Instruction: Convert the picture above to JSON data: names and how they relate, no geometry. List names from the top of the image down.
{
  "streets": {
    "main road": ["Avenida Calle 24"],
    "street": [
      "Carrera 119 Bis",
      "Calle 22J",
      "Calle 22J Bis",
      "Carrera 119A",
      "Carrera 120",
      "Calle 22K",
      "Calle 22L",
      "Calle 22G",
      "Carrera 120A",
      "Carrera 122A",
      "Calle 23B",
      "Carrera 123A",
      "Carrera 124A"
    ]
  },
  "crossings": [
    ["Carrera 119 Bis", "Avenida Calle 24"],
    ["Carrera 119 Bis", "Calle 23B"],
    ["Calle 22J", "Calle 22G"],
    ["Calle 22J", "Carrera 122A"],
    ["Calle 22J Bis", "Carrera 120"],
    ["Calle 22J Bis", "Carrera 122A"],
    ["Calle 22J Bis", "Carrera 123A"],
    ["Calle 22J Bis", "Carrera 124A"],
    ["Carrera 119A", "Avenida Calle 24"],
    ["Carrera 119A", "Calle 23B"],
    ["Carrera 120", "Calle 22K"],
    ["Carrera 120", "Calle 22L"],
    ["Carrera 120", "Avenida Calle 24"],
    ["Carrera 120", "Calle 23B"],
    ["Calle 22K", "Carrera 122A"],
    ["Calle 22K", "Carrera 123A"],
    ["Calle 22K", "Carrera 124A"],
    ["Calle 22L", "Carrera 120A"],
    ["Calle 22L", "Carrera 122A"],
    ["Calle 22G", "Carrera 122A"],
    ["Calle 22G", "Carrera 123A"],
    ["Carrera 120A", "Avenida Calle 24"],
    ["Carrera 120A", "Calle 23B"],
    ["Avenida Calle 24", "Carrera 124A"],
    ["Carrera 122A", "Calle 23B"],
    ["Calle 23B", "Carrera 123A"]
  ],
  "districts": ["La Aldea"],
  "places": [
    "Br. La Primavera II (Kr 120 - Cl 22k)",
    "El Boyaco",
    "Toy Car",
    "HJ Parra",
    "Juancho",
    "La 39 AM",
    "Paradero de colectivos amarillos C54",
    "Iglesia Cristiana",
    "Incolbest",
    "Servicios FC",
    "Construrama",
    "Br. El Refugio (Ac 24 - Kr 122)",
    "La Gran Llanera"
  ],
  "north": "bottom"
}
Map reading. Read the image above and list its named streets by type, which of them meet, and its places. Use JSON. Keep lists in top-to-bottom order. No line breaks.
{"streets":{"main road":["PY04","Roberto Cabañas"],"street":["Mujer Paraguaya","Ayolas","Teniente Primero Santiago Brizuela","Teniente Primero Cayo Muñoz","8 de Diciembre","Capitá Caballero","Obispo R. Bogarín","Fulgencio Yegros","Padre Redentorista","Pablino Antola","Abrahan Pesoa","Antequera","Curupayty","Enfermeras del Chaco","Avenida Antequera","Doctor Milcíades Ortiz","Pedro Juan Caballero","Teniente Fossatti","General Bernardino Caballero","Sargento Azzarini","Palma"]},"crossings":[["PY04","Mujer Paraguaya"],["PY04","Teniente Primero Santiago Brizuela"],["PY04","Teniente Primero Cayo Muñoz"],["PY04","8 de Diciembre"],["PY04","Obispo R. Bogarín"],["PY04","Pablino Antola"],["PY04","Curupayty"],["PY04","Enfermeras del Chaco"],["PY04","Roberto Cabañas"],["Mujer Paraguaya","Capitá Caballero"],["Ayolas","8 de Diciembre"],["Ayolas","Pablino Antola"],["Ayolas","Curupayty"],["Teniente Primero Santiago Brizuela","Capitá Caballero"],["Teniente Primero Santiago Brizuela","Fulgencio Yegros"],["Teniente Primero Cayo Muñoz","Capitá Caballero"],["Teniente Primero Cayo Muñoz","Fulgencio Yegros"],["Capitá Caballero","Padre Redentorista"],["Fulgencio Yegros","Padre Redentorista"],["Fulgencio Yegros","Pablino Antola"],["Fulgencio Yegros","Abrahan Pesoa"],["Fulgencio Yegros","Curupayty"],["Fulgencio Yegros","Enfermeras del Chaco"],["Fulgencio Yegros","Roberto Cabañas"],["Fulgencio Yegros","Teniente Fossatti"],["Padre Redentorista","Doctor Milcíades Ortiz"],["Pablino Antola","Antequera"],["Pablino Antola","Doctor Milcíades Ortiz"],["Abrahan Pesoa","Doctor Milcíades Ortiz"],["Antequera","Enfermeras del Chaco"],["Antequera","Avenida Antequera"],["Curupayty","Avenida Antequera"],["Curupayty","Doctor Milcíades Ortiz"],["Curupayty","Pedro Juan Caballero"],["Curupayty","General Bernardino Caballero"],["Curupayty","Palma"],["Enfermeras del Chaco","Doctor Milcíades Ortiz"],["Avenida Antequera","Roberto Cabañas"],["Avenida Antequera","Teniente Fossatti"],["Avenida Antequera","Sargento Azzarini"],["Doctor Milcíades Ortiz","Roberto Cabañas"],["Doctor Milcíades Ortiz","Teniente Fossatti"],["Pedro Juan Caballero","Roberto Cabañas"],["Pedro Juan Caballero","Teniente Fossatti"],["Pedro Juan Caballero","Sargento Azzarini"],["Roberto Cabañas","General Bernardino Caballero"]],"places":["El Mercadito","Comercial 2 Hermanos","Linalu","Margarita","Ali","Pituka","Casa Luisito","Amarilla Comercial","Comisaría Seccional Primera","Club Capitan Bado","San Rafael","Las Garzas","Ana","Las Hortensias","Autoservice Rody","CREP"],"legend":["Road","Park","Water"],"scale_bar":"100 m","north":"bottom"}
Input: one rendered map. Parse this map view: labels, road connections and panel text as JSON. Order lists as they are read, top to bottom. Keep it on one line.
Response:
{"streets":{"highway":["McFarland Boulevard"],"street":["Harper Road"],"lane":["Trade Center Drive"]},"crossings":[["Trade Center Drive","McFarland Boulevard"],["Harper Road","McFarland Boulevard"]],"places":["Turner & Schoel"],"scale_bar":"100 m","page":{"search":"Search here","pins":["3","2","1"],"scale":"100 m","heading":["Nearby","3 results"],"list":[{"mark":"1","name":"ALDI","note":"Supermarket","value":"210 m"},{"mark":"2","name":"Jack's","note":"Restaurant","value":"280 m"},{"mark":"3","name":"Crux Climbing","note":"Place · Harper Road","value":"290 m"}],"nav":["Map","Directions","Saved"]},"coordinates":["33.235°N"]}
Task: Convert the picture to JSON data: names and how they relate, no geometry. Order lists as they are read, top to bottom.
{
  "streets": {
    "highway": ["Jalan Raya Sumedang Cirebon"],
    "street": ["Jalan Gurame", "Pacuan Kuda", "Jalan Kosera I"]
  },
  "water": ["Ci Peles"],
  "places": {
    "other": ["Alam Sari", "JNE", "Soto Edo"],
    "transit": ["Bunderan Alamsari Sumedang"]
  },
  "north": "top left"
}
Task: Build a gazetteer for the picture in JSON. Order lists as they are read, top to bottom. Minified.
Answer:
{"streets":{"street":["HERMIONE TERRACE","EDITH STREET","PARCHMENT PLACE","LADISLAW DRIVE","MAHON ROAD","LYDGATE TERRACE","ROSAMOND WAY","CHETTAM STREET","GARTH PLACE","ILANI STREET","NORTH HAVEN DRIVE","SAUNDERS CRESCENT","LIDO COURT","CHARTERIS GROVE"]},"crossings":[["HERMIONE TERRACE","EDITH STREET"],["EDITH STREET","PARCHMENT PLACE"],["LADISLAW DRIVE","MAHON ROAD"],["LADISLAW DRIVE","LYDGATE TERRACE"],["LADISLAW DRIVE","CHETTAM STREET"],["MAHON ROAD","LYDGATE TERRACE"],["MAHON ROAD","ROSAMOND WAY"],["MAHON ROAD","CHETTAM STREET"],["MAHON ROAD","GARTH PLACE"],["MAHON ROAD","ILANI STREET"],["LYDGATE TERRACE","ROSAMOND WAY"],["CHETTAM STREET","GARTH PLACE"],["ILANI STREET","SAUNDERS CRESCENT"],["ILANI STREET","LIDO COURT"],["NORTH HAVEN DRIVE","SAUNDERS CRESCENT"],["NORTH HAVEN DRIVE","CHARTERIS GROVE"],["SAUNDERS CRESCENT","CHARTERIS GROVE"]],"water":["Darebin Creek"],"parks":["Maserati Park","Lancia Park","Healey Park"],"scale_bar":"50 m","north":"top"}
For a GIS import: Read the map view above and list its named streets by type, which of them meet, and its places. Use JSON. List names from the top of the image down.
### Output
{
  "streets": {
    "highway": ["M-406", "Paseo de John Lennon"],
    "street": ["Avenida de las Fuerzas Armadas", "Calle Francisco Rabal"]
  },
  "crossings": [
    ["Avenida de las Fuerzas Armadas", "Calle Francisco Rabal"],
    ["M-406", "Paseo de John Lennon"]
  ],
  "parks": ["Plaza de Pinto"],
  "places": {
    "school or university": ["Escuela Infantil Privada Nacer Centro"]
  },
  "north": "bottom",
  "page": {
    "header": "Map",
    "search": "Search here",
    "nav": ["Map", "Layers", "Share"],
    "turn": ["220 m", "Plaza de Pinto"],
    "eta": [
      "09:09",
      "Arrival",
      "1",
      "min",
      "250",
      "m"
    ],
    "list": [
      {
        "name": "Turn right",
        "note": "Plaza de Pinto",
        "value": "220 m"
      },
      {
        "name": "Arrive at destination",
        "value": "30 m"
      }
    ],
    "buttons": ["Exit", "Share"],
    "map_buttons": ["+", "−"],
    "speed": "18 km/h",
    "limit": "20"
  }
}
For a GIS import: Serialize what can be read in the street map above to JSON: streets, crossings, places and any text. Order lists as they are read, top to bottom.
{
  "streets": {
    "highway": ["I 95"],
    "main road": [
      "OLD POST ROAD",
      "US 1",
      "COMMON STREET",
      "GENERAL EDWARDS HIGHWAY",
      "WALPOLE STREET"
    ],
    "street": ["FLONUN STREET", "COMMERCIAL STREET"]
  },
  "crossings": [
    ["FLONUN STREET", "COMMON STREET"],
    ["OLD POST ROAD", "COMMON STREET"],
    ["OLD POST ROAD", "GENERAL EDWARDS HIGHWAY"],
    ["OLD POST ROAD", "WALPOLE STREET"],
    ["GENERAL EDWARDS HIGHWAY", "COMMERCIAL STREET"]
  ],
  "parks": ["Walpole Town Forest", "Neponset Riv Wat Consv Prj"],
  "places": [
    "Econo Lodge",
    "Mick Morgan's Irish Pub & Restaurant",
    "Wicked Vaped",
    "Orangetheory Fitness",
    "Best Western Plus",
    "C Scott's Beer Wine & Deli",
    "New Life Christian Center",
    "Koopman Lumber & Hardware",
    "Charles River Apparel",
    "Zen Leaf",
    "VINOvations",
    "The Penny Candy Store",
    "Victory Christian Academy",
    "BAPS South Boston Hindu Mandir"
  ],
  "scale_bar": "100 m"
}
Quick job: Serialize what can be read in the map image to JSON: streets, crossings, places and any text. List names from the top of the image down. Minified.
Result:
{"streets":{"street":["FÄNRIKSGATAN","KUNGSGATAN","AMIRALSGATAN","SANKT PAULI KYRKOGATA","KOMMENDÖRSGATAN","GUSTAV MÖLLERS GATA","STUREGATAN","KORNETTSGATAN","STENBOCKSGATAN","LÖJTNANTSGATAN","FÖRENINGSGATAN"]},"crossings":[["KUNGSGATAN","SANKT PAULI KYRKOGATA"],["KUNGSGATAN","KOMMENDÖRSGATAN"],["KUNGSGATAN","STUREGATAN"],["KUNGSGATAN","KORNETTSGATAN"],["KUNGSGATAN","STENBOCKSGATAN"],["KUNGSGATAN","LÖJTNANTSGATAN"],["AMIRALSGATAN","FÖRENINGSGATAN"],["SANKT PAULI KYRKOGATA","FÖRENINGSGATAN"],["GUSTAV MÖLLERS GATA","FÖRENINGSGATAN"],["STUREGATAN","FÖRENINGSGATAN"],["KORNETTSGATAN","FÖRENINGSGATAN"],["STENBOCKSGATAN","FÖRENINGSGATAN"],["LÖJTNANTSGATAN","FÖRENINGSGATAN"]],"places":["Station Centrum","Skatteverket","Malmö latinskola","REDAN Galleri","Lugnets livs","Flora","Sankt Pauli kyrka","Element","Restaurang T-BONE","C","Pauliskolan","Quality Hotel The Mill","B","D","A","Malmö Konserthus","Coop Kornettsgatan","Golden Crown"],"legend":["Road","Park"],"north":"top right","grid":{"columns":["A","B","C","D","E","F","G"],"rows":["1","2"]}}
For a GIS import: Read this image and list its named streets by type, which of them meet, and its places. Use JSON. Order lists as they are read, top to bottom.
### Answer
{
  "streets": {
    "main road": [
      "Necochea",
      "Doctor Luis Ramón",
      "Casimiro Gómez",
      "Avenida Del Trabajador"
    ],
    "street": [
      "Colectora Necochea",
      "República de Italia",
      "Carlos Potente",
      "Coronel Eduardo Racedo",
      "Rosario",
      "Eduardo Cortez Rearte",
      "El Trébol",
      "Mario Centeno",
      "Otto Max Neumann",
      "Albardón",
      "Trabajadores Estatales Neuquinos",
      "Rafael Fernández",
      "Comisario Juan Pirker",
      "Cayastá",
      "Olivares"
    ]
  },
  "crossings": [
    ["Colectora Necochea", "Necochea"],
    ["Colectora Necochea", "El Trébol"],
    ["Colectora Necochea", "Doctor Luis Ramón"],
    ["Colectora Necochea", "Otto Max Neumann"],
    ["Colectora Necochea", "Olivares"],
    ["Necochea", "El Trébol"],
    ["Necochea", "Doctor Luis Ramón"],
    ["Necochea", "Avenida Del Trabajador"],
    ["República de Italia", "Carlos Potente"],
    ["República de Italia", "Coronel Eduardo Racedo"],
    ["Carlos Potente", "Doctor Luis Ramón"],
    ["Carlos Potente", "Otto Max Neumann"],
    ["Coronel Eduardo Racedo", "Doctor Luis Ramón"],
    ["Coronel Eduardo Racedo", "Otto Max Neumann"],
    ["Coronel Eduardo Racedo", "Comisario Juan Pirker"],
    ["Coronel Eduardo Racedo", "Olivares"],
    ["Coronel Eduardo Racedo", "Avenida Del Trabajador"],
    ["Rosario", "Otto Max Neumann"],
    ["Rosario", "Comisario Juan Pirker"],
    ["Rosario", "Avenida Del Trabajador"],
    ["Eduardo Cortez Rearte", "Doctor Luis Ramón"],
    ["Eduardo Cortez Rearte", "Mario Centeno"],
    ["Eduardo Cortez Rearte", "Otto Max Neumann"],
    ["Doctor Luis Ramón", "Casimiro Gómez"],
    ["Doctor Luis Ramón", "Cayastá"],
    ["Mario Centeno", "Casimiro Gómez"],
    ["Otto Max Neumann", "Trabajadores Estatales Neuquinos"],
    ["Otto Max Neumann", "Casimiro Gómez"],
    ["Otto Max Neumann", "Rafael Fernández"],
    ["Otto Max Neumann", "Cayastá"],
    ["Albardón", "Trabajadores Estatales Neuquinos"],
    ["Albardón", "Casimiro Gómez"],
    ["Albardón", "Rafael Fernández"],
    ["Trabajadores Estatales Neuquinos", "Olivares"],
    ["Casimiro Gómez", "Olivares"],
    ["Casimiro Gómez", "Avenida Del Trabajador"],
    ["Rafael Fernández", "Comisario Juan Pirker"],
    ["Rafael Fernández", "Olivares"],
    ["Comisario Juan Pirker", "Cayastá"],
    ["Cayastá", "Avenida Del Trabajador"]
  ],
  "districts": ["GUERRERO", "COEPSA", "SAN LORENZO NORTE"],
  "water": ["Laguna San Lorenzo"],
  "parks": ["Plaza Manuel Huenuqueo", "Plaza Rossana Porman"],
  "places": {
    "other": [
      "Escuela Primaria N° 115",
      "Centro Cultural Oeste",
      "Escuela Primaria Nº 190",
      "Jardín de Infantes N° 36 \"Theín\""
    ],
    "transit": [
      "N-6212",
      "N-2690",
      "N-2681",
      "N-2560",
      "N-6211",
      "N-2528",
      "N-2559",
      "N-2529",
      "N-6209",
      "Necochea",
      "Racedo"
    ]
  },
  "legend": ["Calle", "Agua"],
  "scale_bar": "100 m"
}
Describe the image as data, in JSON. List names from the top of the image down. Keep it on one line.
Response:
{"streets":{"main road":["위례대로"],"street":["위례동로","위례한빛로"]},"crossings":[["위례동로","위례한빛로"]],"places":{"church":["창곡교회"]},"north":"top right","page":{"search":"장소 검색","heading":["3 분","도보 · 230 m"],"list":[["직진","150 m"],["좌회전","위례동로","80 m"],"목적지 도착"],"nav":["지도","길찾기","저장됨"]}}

┄┄┄┄┄┄┄┄┄┄┄┄┄┄┄┄┄┄┄┄

Look through the entries above and work out how many lines contain the string "FLONUN". Give that number alone.

2